Crain’s Detroit Business - July 18 2022
Most physicians and dentists are familiar with contracting to be a part of a third-party payer’s network. This usually means increased patient flow (from the patients enrolled in the payer’s plan(s)) and fee discounts.
There are entities without a heath or dental plan in the market forming physician and dentist networks. These entities “lease” the network to plans that do not have a network of their own or that wish to expand their network of physicians or dentists without recruiting them individually.
Unlike any other provider of goods or services, physicians and dentists often do not know what they will be paid for their services until the payment is received. Third party payers are reluctant to make their fee schedules known and physicians and dentists routinely go in blind, assuming increased patient volume and ease of payment will make up for the unknown fee discounts. This approach can be problematic when contracting with a network leasing company.
A network leasing entity usually has contracted with multiple insurers or plans. A physician or dentist in a leasing company’s network may have also directly contracted with some of these insurers/plans. This results in difficulty determining the fee.

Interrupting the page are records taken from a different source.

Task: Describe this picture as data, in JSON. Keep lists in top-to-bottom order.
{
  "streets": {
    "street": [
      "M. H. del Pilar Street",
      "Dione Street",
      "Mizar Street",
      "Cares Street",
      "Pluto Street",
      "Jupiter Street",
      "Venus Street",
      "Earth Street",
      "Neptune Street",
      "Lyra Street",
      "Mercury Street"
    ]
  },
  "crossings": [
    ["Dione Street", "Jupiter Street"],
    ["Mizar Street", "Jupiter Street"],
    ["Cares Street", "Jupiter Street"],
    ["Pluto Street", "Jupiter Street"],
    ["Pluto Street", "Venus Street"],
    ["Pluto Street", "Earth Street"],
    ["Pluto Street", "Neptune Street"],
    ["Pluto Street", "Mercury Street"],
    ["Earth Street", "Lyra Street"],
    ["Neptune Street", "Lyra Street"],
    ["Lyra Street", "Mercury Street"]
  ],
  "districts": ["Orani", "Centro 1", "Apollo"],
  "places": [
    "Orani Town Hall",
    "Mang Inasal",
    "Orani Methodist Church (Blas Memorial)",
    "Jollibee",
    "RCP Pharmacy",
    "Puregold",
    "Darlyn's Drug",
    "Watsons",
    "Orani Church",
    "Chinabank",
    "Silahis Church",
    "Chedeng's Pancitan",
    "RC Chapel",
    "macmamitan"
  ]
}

What is a physician paid for a procedure when: (a) the network leasing company has it on its fee schedule at $750; (b) the patient’s health plan that the physician also directly contracts with has it on its fee schedule at $850 and (c) another health plan that the leasing company contracts with has agreed to pay $675 for this procedure? Does the physician’s leasing company fee schedule control? Does the physician’s direct contract/fee schedule with the health plan control? Or is it the lowest of all the fee schedule amounts of the plans the leasing company contracts with that is to be paid?
It could be any one of these amounts depending on the terms and conditions contained in the contract with the network leasing entity and any network agreements the physician has entered with health plans and other third-party payers. Often these terms and conditions will conflict or there will be no terms or conditions clearly describing in advance which agreement/fee schedule controls.
Prior to entering into a network leasing agreement, physicians and dentists should carefully review its terms, insist on receiving a fee schedule and understand how their fee will be determined when there are conflicting amounts.
This article first appeared in the July 18, 2022 edition of Crain’s Detroit Business.